Fig. 5 — F1 measure for fixed base rate and number fn of false negatives. F1 o ers increasing marginal returns as a function of tn. Each line is a fixed value of fn.

While F1 was developed for single-label information retrieval, as mentioned there are variants of F1 for the multilabel setting. Micro F1 treats all predictions on all labels as one vector and then calculates the F1 measure. Specifically,

t p = 2 \sum_{i = 1}^{n} \sum_{j = 1}^{m} 𝟙 (P_{i j} = 1) 𝟙 (G_{i j} = 1) .

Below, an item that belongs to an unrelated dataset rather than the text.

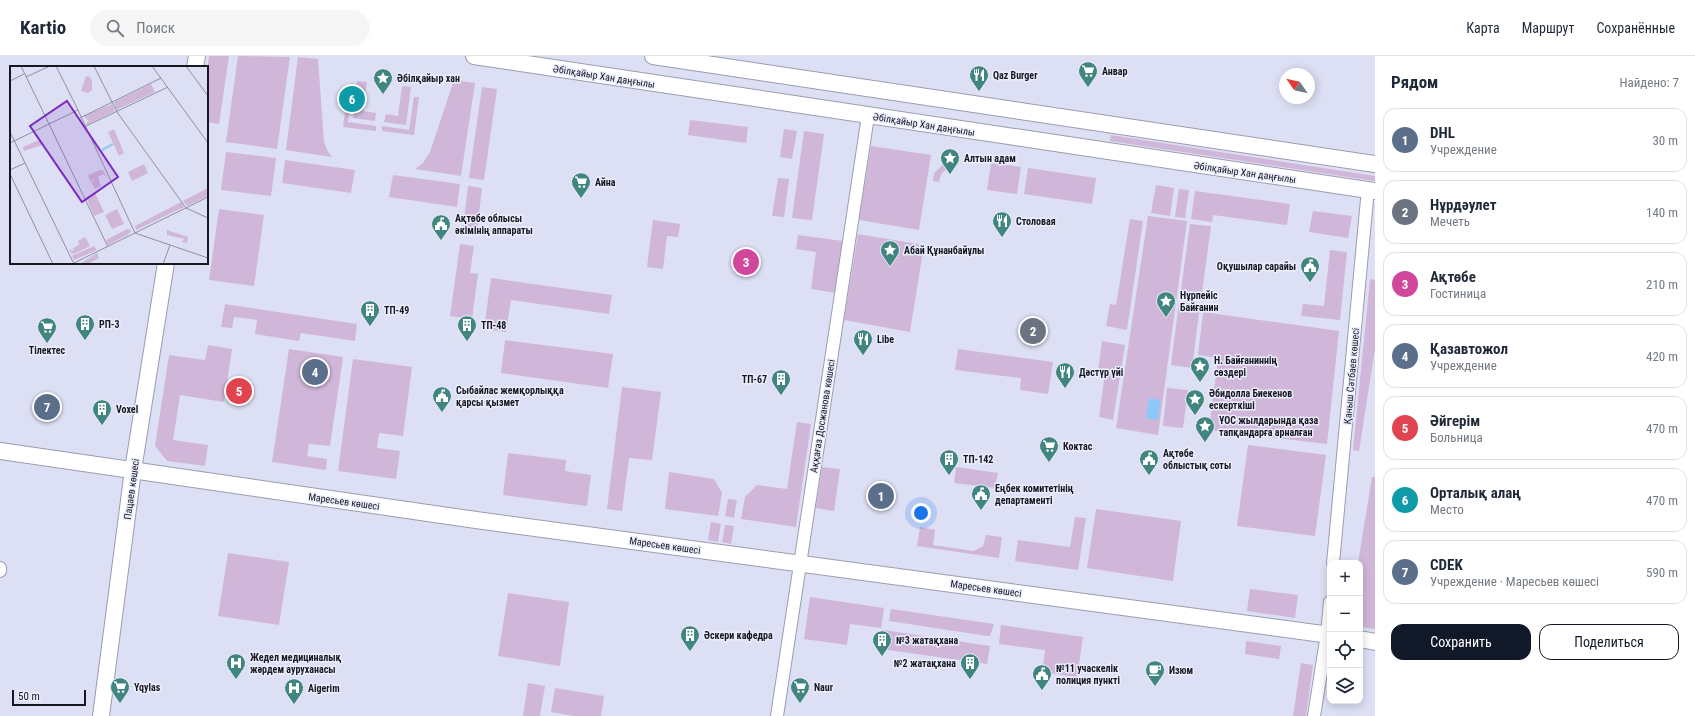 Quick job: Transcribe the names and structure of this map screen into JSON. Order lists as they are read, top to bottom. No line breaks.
{"streets":{"main road":["Әбілқайыр Хан даңғылы","Пацаев көшесі","Маресьев көшесі"],"street":["Қаныш Сәтбаев көшесі","Аққағаз Досжанова көшесі"]},"crossings":[["Әбілқайыр Хан даңғылы","Қаныш Сәтбаев көшесі"],["Әбілқайыр Хан даңғылы","Аққағаз Досжанова көшесі"],["Аққағаз Досжанова көшесі","Маресьев көшесі"],["Пацаев көшесі","Маресьев көшесі"]],"places":{"supermarket":["Анвар","Айна","Тілектес","Коктас","Yqylas","Naur"],"restaurant":["Qaz Burger","Столовая","Libe","Дәстүр үйі"],"place":["Әбілқайыр хан","Алтын адам","Абай Құнанбайұлы","Нұрпейіс Байғанин","Н. Байғаниннің сөздері","Әбидолла Биекенов ескерткіші","ҰОС жылдарында қаза тапқандарға арналған"],"public building":["Ақтөбе облысы әкімінің аппараты","Оқушылар сарайы","Сыбайлас жемқорлыққа қарсы қызмет","Ақтөбе облыстық соты","Еңбек комитетінің департаменті","№11 учаскелік полиция пункті"],"building":["ТП-49","РП-3","ТП-48","ТП-67","Voxel","ТП-142","Әскери кафедра","№3 жатақхана","№2 жатақхана"],"hospital":["Жедел медициналық жәрдем ауруханасы","Aigerim"],"cafe":["Изюм"]},"scale_bar":"50 m","north":"top left","page":{"header":"Kartio","search":"Поиск","nav":["Карта","Маршрут","Сохранённые"],"heading":["Рядом","Найдено: 7"],"pins":["6","3","2","4","5","7","1"],"list":[{"mark":"1","name":"DHL","note":"Учреждение","value":"30 m"},{"mark":"2","name":"Нұрдәулет","note":"Мечеть","value":"140 m"},{"mark":"3","name":"Ақтөбе","note":"Гостиница","value":"210 m"},{"mark":"4","name":"Қазавтожол","note":"Учреждение","value":"420 m"},{"mark":"5","name":"Әйгерім","note":"Больница","value":"470 m"},{"mark":"6","name":"Орталық алаң","note":"Место","value":"470 m"},{"mark":"7","name":"CDEK","note":"Учреждение · Маресьев көшесі","value":"590 m"}],"map_buttons":["+","−"],"buttons":["Сохранить","Поделиться"],"scale":"50 m"}}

We define fp and fn analogously and calculate the final score using (1). Macro F1, which can also be called per label F1, calculates the F1 for each of the m labels and averages them:

F 1_{M} (P, G) = \frac{1}{m} \sum_{j = 1}^{m} F 1 (P_{: j}, G_{: j}) .

The per instance F1 measure is similar, but averages F1 over all n examples:

F 1_{I} (P, G) = \frac{1}{n} \sum_{i = 1}^{n} F 1 (P_{i :}, G_{i :}) .

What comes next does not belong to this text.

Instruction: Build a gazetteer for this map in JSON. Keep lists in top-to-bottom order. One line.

Accuracy is the fraction of all instances that are predicted correctly:

A = \frac{t p + t n}{t p + t n + f p + f n} .

Accuracy is adapted to the multilabel setting by summing tp and tn for all labels and then dividing by the total number of predictions:

A (P, G) = \frac{1}{n m} \sum_{i = 1}^{n} \sum_{j = 1}^{m} 𝟙 (P_{i j} = G_{i j}) .

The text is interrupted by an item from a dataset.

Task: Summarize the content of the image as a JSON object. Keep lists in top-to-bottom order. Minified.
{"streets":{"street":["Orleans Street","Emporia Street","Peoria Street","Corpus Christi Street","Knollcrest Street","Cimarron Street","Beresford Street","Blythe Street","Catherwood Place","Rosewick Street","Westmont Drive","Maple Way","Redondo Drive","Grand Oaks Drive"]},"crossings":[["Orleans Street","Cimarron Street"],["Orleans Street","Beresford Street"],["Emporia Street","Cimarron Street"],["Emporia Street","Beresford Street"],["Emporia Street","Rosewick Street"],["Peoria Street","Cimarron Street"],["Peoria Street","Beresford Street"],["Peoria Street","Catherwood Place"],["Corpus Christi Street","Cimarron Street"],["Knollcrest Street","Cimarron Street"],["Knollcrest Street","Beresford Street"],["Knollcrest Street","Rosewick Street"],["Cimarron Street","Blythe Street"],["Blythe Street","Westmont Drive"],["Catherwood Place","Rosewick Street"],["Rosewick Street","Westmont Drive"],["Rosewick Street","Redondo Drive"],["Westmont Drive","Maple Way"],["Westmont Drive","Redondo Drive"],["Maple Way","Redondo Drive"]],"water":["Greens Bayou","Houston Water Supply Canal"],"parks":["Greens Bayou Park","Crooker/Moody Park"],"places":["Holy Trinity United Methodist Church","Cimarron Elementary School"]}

The Jaccard index, a monotonically increasing function of F1, is the cardinality of the intersection of the predicted positive set and the actual positive set divided by the cardinality of their union:

J = \frac{t p}{t p + f n + f p} .

3 Prior Work

Motivated by the widespread use of the F1 measure in information retrieval and in single and multilabel binary classification, researchers have published extensively on its optimization. The paper [8] proposes an outer-inner maximization technique for F1 maximization, while [4] studies extensions to the multilabel setting, showing that simple threshold search strategies are sufficient when individual probabilistic classifiers are independent. Finally, the paper [6] describes how the method of [8] can be extended to efficiently label data points even when classifier outputs are dependent. More recent work in this direction can be found in [19]. However, none of this work directly identifies the relationship of the optimal threshold to the maximum achievable F1 measure over all thresholds, as we do here.

While there has been work on applying general constrained optimization techniques to related measures [13], research often focuses on specific classification methods. In particular, the paper [16] studies F1 optimization for conditional random fields and [14] discusses similar optimization for SVMs. In our work, we study the consequences of maximizing F1 for the general case of any classifier that outputs real-valued scores.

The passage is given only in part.